Well, it has been a wild 1-2 months, and aside from my actual job, I have had that just-moved de facto part-time job in which you spend evenings and weekends alternating between spending hundreds of dollars at the hardware store and then at Target, and in between those trips you unpack boxes, paint the walls, clean up toilet water, etc. We’ve also been fortunate to have some beautiful guests visiting us from out of town already, which in its own way helped us to get settled in, but has also kept things busy. So you know haven’t had a lot of time for the newsy.
Which brings me to the real news of the day, which I think is both exciting and maybe a bit of a temporary bummer. I’ve decided over the Crisis Palace spring hiatus that I’m actually going to be taking another hiatus for a little while. Maybe it’s more of a sabbatical. The reason this time is that, a little while back I decided that I’m going to pull together the best of the newsletter to date into a book—an ebook and maybe a print book, we’ll have to see if it makes sense. Working title being, Crisis Palace Vol. 1: Climate Change, COVID, and What We Build While the World is on Fire. I don’t know maybe needs a little workshopping. I think the final product will be pretty cool though and I hope at least a handful of people will sit down and spend some time with it when it’s done.

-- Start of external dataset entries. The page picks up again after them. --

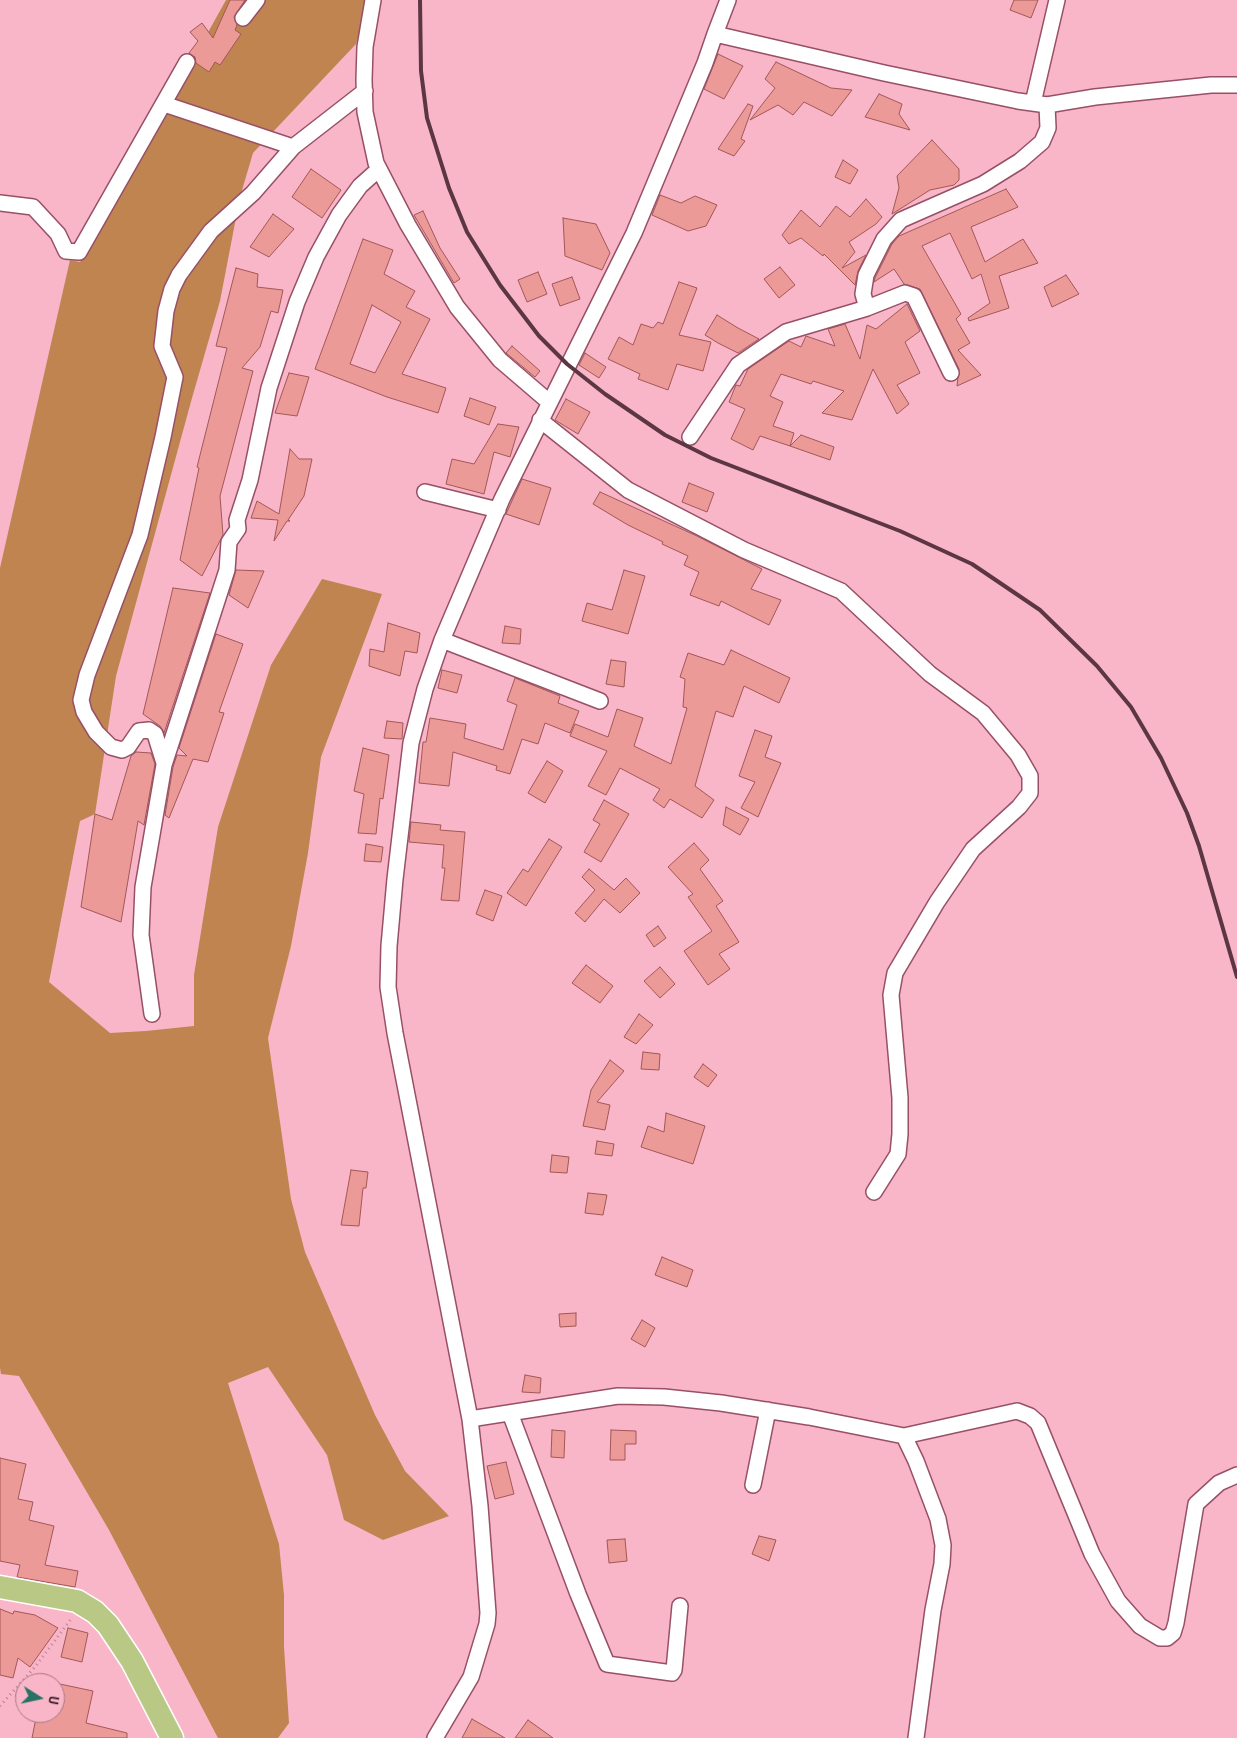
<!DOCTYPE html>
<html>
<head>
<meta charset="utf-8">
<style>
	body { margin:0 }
	#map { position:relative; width:1237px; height:1738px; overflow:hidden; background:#f8b6c8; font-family:"Archivo Narrow",sans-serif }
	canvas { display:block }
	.north { position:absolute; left:15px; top:1673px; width:50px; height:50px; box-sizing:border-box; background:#f8b6c8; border:1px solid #ab7786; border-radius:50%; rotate:100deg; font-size:14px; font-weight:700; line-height:20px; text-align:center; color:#371822 }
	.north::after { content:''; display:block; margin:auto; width:18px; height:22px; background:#2a7065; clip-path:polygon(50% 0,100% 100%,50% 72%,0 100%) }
</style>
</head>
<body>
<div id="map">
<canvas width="1237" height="1738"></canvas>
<div class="north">U</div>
</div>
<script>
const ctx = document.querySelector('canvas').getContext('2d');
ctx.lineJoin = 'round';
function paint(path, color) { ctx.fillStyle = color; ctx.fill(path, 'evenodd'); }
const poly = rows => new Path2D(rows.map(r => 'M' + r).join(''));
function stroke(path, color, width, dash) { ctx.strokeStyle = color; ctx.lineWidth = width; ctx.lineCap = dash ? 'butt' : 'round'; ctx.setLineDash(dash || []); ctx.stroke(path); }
paint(poly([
	[226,0,368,0,356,44,253,153,240,197,220,301,192,398,116,676,95,814,80,821,49,982,110,1033,146,1031,194,1026,194,975,218,827,271,665,322,579,382,594,321,757,308,853,291,946,268,1038,291,1199,305,1252,375,1415,405,1471,449,1516,383,1540,344,1520,327,1455,268,1367,228,1383,279,1544,284,1595,284,1647,289,1723,278,1738,218,1738,109,1530,19,1376,1,1374,0,1368,0,568,70,260,80,262]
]), '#bf8450');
const building = poly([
	[230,0,245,0,234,17,237,25,235,30,241,34,220,65,215,62,209,72,196,63,195,57,189,53,198,41,190,32,202,23,213,38,230,0],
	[1014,0,1038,0,1031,18,1010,10,1014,0],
	[718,54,743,66,724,99,704,89,718,54],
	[776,62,831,88,852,90,832,116,804,102,793,115,778,105,750,120,775,88,765,79,776,62],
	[879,94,902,104,899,114,910,130,865,117,879,94],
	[748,104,753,106,741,139,745,141,734,156,718,149,748,104],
	[932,140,959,169,959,180,954,185,930,190,892,214,899,188,897,176,932,140],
	[843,160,858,170,850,184,835,177,843,160],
	[311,169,341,190,322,218,292,197,311,169],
	[1006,189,1018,207,971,227,985,262,1023,239,1038,263,999,276,1009,308,969,321,968,318,990,303,981,274,972,279,950,233,922,246,961,314,956,319,970,343,958,350,981,375,957,386,959,369,920,289,904,284,894,269,874,282,875,278,892,244,899,236,1006,189],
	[660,195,681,203,695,196,717,205,706,226,688,231,652,215,660,195],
	[866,199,882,217,876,224,849,242,855,252,842,268,866,255,858,271,855,285,824,254,823,256,801,238,789,244,782,235,801,210,820,227,836,206,850,217,866,199],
	[423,211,440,248,460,279,454,283,414,215,423,211],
	[273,214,294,229,269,257,250,247,273,214],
	[563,218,596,224,610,253,602,270,565,256,563,218],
	[363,239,393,250,384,274,415,291,406,307,430,319,402,374,446,388,438,413,387,397,315,369,363,239],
	[372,305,401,322,375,373,350,364,372,305],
	[780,267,795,285,779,298,764,279,780,267],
	[236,268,258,274,257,287,283,290,278,313,271,311,260,347,242,368,253,371,220,496,223,535,202,576,180,560,199,468,197,467,227,348,216,346,236,268],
	[538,272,547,294,527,302,518,280,538,272],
	[1066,275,1079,294,1052,307,1044,287,1066,275],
	[572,277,580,299,560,306,552,284,572,277],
	[679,282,697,288,679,335,711,342,703,371,677,364,668,390,638,379,640,374,608,359,619,337,633,345,641,324,653,328,658,322,663,324,679,282],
	[907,304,920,331,905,342,920,373,897,385,909,404,897,414,873,369,852,420,822,413,844,391,813,381,811,384,781,374,770,396,783,402,773,426,794,433,790,446,760,436,753,450,731,439,745,409,729,402,736,385,740,386,748,369,789,341,801,347,806,336,835,346,828,329,845,324,860,359,867,325,876,329,907,304],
	[717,315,738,328,759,339,738,353,718,343,705,335,717,315],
	[512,346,540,371,535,377,506,353,512,346],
	[585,353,606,367,599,378,579,365,585,353],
	[289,373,309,377,297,416,275,413,289,373],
	[470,398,496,407,489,425,464,416,470,398],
	[566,399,590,412,578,434,555,420,566,399],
	[498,424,519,427,510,457,494,452,484,494,446,484,452,459,474,464,498,424],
	[801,435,834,447,830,460,790,446,801,435],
	[290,449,299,459,312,459,304,496,288,520,290,521,287,521,274,541,278,520,251,518,257,501,279,514,290,449],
	[522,479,551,488,539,525,506,514,522,479],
	[689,483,714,493,707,512,682,502,689,483],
	[600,492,697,536,762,569,751,589,781,600,769,625,721,601,719,606,690,595,699,572,684,565,688,556,662,544,663,542,628,525,593,504,600,492],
	[236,570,264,571,248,608,229,595,236,570],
	[624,570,645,576,628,634,582,621,587,603,612,610,624,570],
	[173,588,210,593,164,733,160,726,143,714,173,588],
	[388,623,420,633,417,653,405,651,400,676,369,666,370,649,384,652,388,623],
	[505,626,521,629,520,644,502,643,505,626],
	[216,634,243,644,219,712,224,713,208,762,193,759,169,818,165,815,173,767,177,755,187,756,179,748,216,634],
	[731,650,790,678,779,703,744,686,733,717,716,711,695,786,714,800,702,818,670,799,664,808,653,800,660,789,620,768,606,795,588,786,607,751,570,736,575,724,608,737,617,709,643,718,634,746,671,764,687,708,683,707,685,679,680,677,688,653,724,665,731,650],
	[611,660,626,662,624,687,606,684,611,660],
	[442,670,462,675,457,693,438,688,442,670],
	[515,678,560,696,558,703,579,711,570,733,545,723,538,744,522,739,510,774,496,770,497,766,453,752,449,786,419,783,423,742,426,742,430,718,466,724,464,738,503,750,517,705,507,701,515,678],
	[387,721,403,723,402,739,384,738,387,721],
	[755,730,772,736,765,757,781,763,758,817,741,808,755,782,739,776,755,730],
	[363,748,389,755,383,799,380,798,376,834,358,833,364,794,354,791,363,748],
	[136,752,151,753,155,764,144,825,138,821,121,922,81,907,95,814,112,820,131,756,136,752],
	[547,761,563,771,545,803,528,793,547,761],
	[604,800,629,814,601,862,584,852,600,824,593,820,604,800],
	[726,807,749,819,740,835,723,825,726,807],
	[411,822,441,825,440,830,465,832,459,901,441,900,445,868,442,868,444,845,409,842,411,822],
	[549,839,562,847,526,906,507,893,523,869,528,872,549,839],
	[694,843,709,860,700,869,723,901,716,906,739,942,719,954,730,969,708,985,684,951,712,931,688,897,693,894,668,867,694,843],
	[366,844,383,847,381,862,364,861,366,844],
	[589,869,614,890,626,878,640,893,620,913,604,899,585,922,575,913,595,890,582,877,589,869],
	[485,890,502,896,493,921,476,914,485,890],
	[658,926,666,938,654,947,646,935,658,926],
	[586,965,613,986,600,1003,572,983,586,965],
	[660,967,675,984,660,998,644,981,660,967],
	[639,1014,653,1025,636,1044,624,1037,639,1014],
	[643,1052,660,1054,659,1070,641,1069,643,1052],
	[610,1060,624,1071,597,1102,610,1105,605,1130,583,1126,591,1090,610,1060],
	[703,1064,717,1075,708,1087,694,1077,703,1064],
	[666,1113,705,1126,693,1164,641,1147,648,1126,664,1132,666,1113],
	[597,1141,614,1144,612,1156,595,1154,597,1141],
	[552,1155,569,1157,567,1173,550,1172,552,1155],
	[351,1170,368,1172,366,1188,363,1188,359,1226,341,1225,351,1170],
	[588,1193,607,1195,603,1215,585,1213,588,1193],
	[662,1257,693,1270,687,1287,655,1275,662,1257],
	[576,1313,576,1326,560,1327,559,1314,576,1313],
	[642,1320,655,1328,645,1347,631,1339,642,1320],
	[525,1375,541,1378,540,1393,522,1392,525,1375],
	[552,1430,565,1431,564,1458,551,1457,552,1430],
	[611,1430,636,1431,636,1444,625,1444,625,1460,610,1460,611,1430],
	[0,1458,26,1464,18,1499,33,1502,29,1520,54,1526,45,1565,78,1571,75,1587,17,1577,20,1565,0,1561,0,1458],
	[506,1462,514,1494,495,1499,487,1466,506,1462],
	[759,1536,776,1540,769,1561,752,1554,759,1536],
	[625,1539,627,1561,609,1563,607,1540,625,1539],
	[0,1609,13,1614,14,1611,35,1615,58,1628,30,1667,18,1658,13,1678,0,1675,0,1609],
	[68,1628,88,1633,82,1662,61,1657,68,1628],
	[55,1683,93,1691,86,1723,127,1733,127,1738,32,1738,37,1713,55,1713,55,1683],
	[472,1719,505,1738,462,1738,472,1719],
	[528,1720,553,1738,515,1738,528,1720]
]);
paint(building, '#ec9a98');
stroke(building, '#a25757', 1);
const street = poly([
	[373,0,365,47,364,80,365,112,376,163,408,225,457,307,500,360,549,402],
	[243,18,257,0],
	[715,34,728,0],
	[1033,103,1057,0],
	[164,104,293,147],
	[0,203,33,207,58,234,66,251,79,252,187,62],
	[951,373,914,296,905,293,867,308,863,294,866,275,884,239,901,220,983,184,1020,161,1042,142,1048,128,1047,105],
	[540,420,628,490,744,550,841,591,930,674,983,713,1018,755,1030,776,1030,793,1019,807,973,849,937,902,895,973,891,995,900,1098,900,1134,898,1154,874,1192],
	[690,437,738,365,786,332,867,308],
	[425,492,498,510],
	[442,640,600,701],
	[164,763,155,734,149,730,139,731,128,747,122,750,111,747,96,732,84,712,81,700,87,675,140,535,163,437,175,377,162,346,166,311,172,289,179,275,211,231,253,193,293,147,365,91],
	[152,1014,141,935,143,887,164,765,227,570,229,542,238,529,237,520,250,480,269,388,297,302,316,257,339,215,360,186,379,169],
	[510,1413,578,1594,607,1664,672,1673,674,1670,680,1606],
	[470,1419,618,1396,664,1397,721,1403,809,1417,904,1436,1017,1411,1030,1416,1038,1423,1092,1554,1118,1601,1140,1626,1160,1638,1167,1638,1173,1633,1176,1623,1196,1504,1219,1483,1237,1475],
	[904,1436,916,1461,938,1519,943,1545,942,1564,933,1610,916,1738],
	[753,1485,768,1410],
	[435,1738,471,1677,487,1624,488,1613,480,1506,470,1419,395,1033,388,987,389,946,395,879,411,743,425,689,442,640,502,499,634,233,705,63,715,34,884,73,1018,101,1047,105,1095,97,1211,85,1237,85]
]);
const primary = poly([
	[0,1587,77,1601,95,1612,108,1625,132,1661,172,1738]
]);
stroke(street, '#985066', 18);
stroke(primary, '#fff', 25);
stroke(poly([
	[0,1706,35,1667,71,1619]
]), '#b88191', 3, [1, 4]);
stroke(street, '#fff', 15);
stroke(primary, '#b9c985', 22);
stroke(poly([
	[420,0,421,71,427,118,449,188,467,232,500,285,539,336,567,364,605,394,665,435,711,458,900,531,972,564,1040,610,1097,666,1131,707,1161,758,1187,813,1199,846,1237,977]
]), '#5c3642', 4);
</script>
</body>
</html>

I started organizing the contents a while back and planned to chip away at editing it while continuing the newsletter, but especially with the move, it’s just taking forever and I need to sink some real time into it so it doesn’t come out in like 2050. So that’s what I’ll be doing over the next several weeks.
That’s the news. I know, I will miss you once again. But the newsletter is not going anywhere. I’ve really missed this weekly routine and I plan to report back on all sorts of new connections and conversations and yes even a new set of crises from this dusty desert landscape.
Until then, don’t forget to put on sunscreen and drink plenty of water.